Instruction Level: Intermediate
Keyword(s): assent, choice, counter-control
Target Audience:

Behavior analysts interested in the clinical treatment of counter-control and associated assent considerations.

Learning Objectives: At the conclusion of the presentation, participants will be able to: (1) conceptualize and define counter-control at the individual level; (2) be able to identify counter-control in their clinical setting; (3) list considerations when obtaining assent to the treatment of counter-control.

Treatment of Counter-Control: A Clinical Case Study

JOSEPH TACOSIK (Judge Rotenberg Education Center), Halle Apelgren (Judge Rotenberg Center ), John O'Neill (Judge Rotenberg Educational Center)

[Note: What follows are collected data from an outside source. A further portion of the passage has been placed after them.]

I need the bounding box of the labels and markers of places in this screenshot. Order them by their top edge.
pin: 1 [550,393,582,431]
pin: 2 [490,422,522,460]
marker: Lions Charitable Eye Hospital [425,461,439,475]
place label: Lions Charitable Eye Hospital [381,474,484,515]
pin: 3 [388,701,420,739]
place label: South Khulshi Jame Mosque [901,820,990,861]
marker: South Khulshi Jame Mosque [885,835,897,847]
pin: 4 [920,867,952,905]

Skinner (1953, 1971, 1974) described countercontrol as a response to social aversive control that functions to escape/avoid control at the individual (e.g., noncompliance) or group (e.g., protest) level that is often multiply-maintained by the attention of peers. Delprato (2002) asserted that socially mediated controlling conditions (e.g., rules) often function as establishing operations for countercontrolling responses while Spencer, King, Martone, and Houlihan (2022) emphasized the role of rule-governed behavior. Although countercontrol has received conceptual attention in behavior analysis for over 70 years, no experimental manipulations or interventions for countercontrol exist in the behavioral literature. Given that all residential treatment and educational settings operate around rules of conduct, one might expect that behavior analysts experience some degree of countercontrolling responses in practice. The purpose of this presentation is to provide: (1) a review of the conceptual literature; (2) an overview of residential treatment and educational factors; and (3) recommendations for implementing function-based interventions and ways to address treatment challenges specific to countercontrol.


Assent Considerations in the Case of Counter-Control

HALLE APELGREN (Judge Rotenberg Center ), Joseph Tacosik (Judge Rotenberg Education Center), John O'Neill (Judge Rotenberg Educational Center)

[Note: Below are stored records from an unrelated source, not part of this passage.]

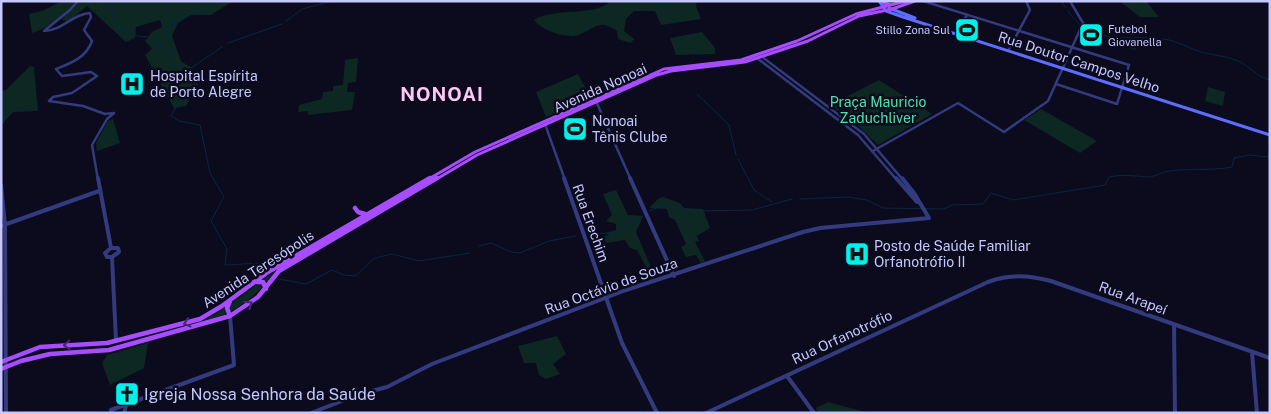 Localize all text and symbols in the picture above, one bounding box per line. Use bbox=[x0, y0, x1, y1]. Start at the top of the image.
sports icon: Stillo Zona Sul bbox=[954, 17, 980, 43]
sports icon: Futebol Giovanella bbox=[1078, 22, 1104, 48]
place label: Futebol Giovanella bbox=[1108, 23, 1162, 48]
place label: Stillo Zona Sul bbox=[875, 24, 950, 36]
street label: Rua Doutor Campos Velho bbox=[996, 28, 1162, 96]
street label: Avenida Nonoai bbox=[551, 60, 649, 116]
place label: Hospital Espírita de Porto Alegre bbox=[150, 68, 258, 100]
hospital icon: Hospital Espírita de Porto Alegre bbox=[119, 71, 145, 97]
district label: NONOAI bbox=[400, 83, 484, 105]
park label: Praça Mauricio Zaduchliver bbox=[830, 94, 926, 126]
place label: Nonoai Tênis Clube bbox=[592, 113, 667, 145]
sports icon: Nonoai Tênis Clube bbox=[562, 116, 588, 142]
street label: Rua Erechim bbox=[570, 182, 612, 264]
street label: Avenida Teresópolis bbox=[199, 227, 317, 311]
place label: Posto de Saúde Familiar Orfanotrófio II bbox=[874, 238, 1031, 270]
hospital icon: Posto de Saúde Familiar Orfanotrófio II bbox=[844, 241, 870, 267]
street label: Rua Octávio de Souza bbox=[542, 255, 680, 317]
street label: Rua Arapeí bbox=[1097, 278, 1170, 318]
one-way arrow bbox=[243, 301, 253, 310]
street label: Rua Orfanotrófio bbox=[789, 307, 895, 367]
one-way arrow bbox=[182, 317, 191, 328]
one-way arrow bbox=[63, 339, 71, 350]
church icon: Igreja Nossa Senhora da Saúde bbox=[114, 381, 140, 407]
place label: Igreja Nossa Senhora da Saúde bbox=[144, 385, 376, 404] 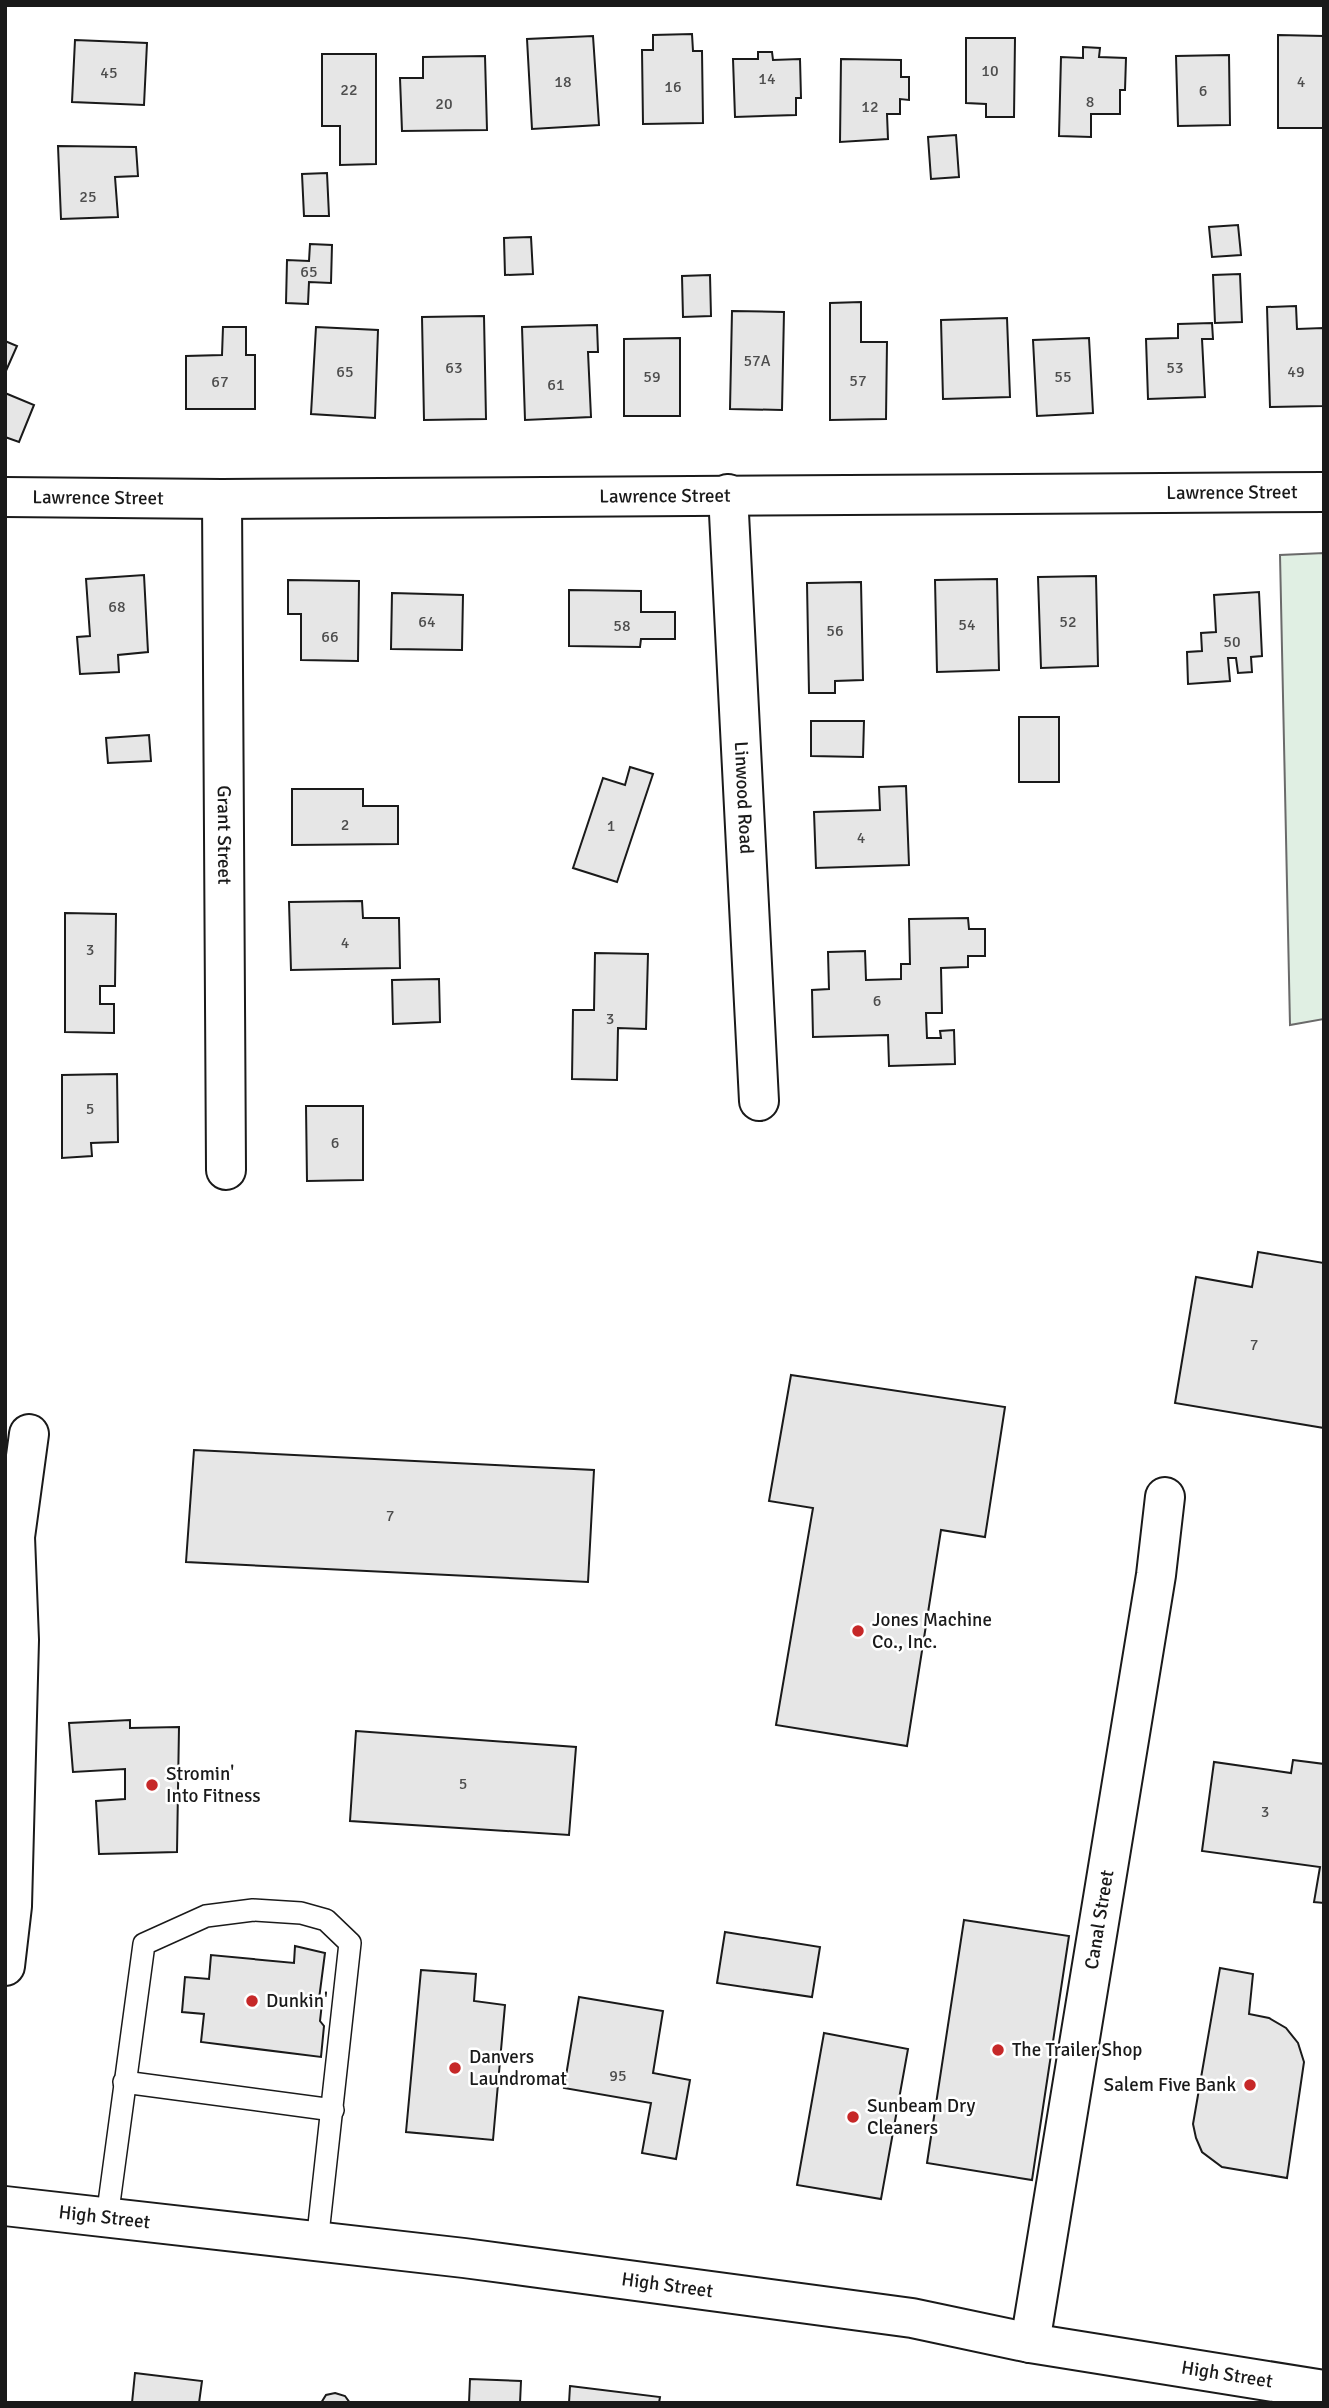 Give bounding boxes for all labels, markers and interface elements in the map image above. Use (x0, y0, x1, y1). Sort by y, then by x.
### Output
house number: 10 (981, 61, 999, 81)
house number: 45 (100, 63, 118, 83)
house number: 14 (758, 69, 776, 89)
house number: 18 (554, 72, 572, 92)
house number: 4 (1297, 72, 1306, 92)
house number: 16 (664, 77, 682, 97)
house number: 22 (340, 80, 358, 100)
house number: 6 (1199, 81, 1207, 101)
house number: 8 (1086, 92, 1094, 112)
house number: 20 (435, 94, 453, 114)
house number: 12 (861, 97, 879, 117)
house number: 25 (79, 187, 97, 207)
house number: 65 (300, 262, 318, 282)
house number: 57A (743, 351, 771, 371)
house number: 63 (445, 358, 463, 378)
house number: 53 (1166, 358, 1184, 378)
house number: 65 (336, 362, 354, 382)
house number: 49 (1287, 362, 1305, 382)
house number: 59 (643, 367, 661, 387)
house number: 55 (1054, 367, 1072, 387)
house number: 57 (849, 371, 867, 391)
house number: 67 (211, 372, 229, 392)
house number: 61 (547, 375, 565, 395)
street label: Lawrence Street (1166, 480, 1298, 505)
street label: Lawrence Street (599, 484, 731, 509)
street label: Lawrence Street (32, 485, 164, 510)
house number: 68 (108, 597, 126, 617)
house number: 64 (418, 612, 436, 632)
house number: 52 (1059, 612, 1077, 632)
house number: 54 (958, 615, 976, 635)
house number: 58 (613, 616, 631, 636)
house number: 56 (826, 621, 844, 641)
house number: 66 (321, 627, 339, 647)
house number: 50 (1223, 632, 1241, 652)
street label: Linwood Road (729, 741, 758, 855)
street label: Grant Street (212, 785, 236, 885)
house number: 2 (341, 815, 349, 835)
house number: 1 (607, 816, 615, 836)
house number: 4 (857, 828, 866, 848)
house number: 4 (341, 933, 350, 953)
house number: 3 (86, 940, 94, 960)
house number: 6 (873, 991, 881, 1011)
house number: 3 (606, 1009, 614, 1029)
house number: 5 (86, 1099, 94, 1119)
house number: 6 (331, 1133, 339, 1153)
house number: 7 (1250, 1335, 1258, 1355)
house number: 7 (386, 1506, 394, 1526)
place label: Jones Machine Co., Inc. (872, 1608, 992, 1654)
marker: Jones Machine Co., Inc. (850, 1623, 866, 1639)
place label: Stromin' Into Fitness (166, 1762, 261, 1808)
house number: 5 (459, 1774, 467, 1794)
marker: Stromin' Into Fitness (144, 1777, 160, 1793)
house number: 3 (1261, 1802, 1269, 1822)
street label: Canal Street (1079, 1868, 1119, 1971)
place label: Dunkin' (266, 1989, 328, 2013)
marker: Dunkin' (244, 1993, 260, 2009)
place label: The Trailer Shop (1012, 2038, 1142, 2062)
marker: The Trailer Shop (990, 2042, 1006, 2058)
place label: Danvers Laundromat (469, 2045, 567, 2091)
marker: Danvers Laundromat (447, 2060, 463, 2076)
house number: 95 (609, 2066, 627, 2086)
place label: Salem Five Bank (1104, 2073, 1236, 2097)
marker: Salem Five Bank (1242, 2077, 1258, 2093)
place label: Sunbeam Dry Cleaners (867, 2094, 976, 2140)
marker: Sunbeam Dry Cleaners (845, 2109, 861, 2125)
street label: High Street (57, 2200, 152, 2234)
street label: High Street (620, 2267, 715, 2303)
street label: High Street (1180, 2355, 1275, 2394)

Behavior analysts are obligated to consider “obtaining assent from clients when applicable” as dictated by the ethics code - section 2.11 (Behavior Analyst Certification Board, 2020). Assent is broadly thought of as client agreement or approval of treatment procedures. The American Academy of Pediatrics advises that assent should include following elements: (1) helping the patient achieve a developmentally appropriate awareness of the nature of his or her condition; (2) telling the patient what he or she can expect with tests and treatments; (3) making a clinical assessment of the patient’s understanding of the situation and the factors influencing how he or she is responding; and (4) and soliciting an expression of the patient’s willingness to accept the proposed care. In behavior analysis, there is limited research describing assent procedures or studying the implications for treatment outcomes (Morris, Detrick, & Peterson, 2021). We will explore how factors such as court-mandated placements, regulatory guidelines, conservatorships, substituted judgement, and health related supports can impact client assent in function-based treatment.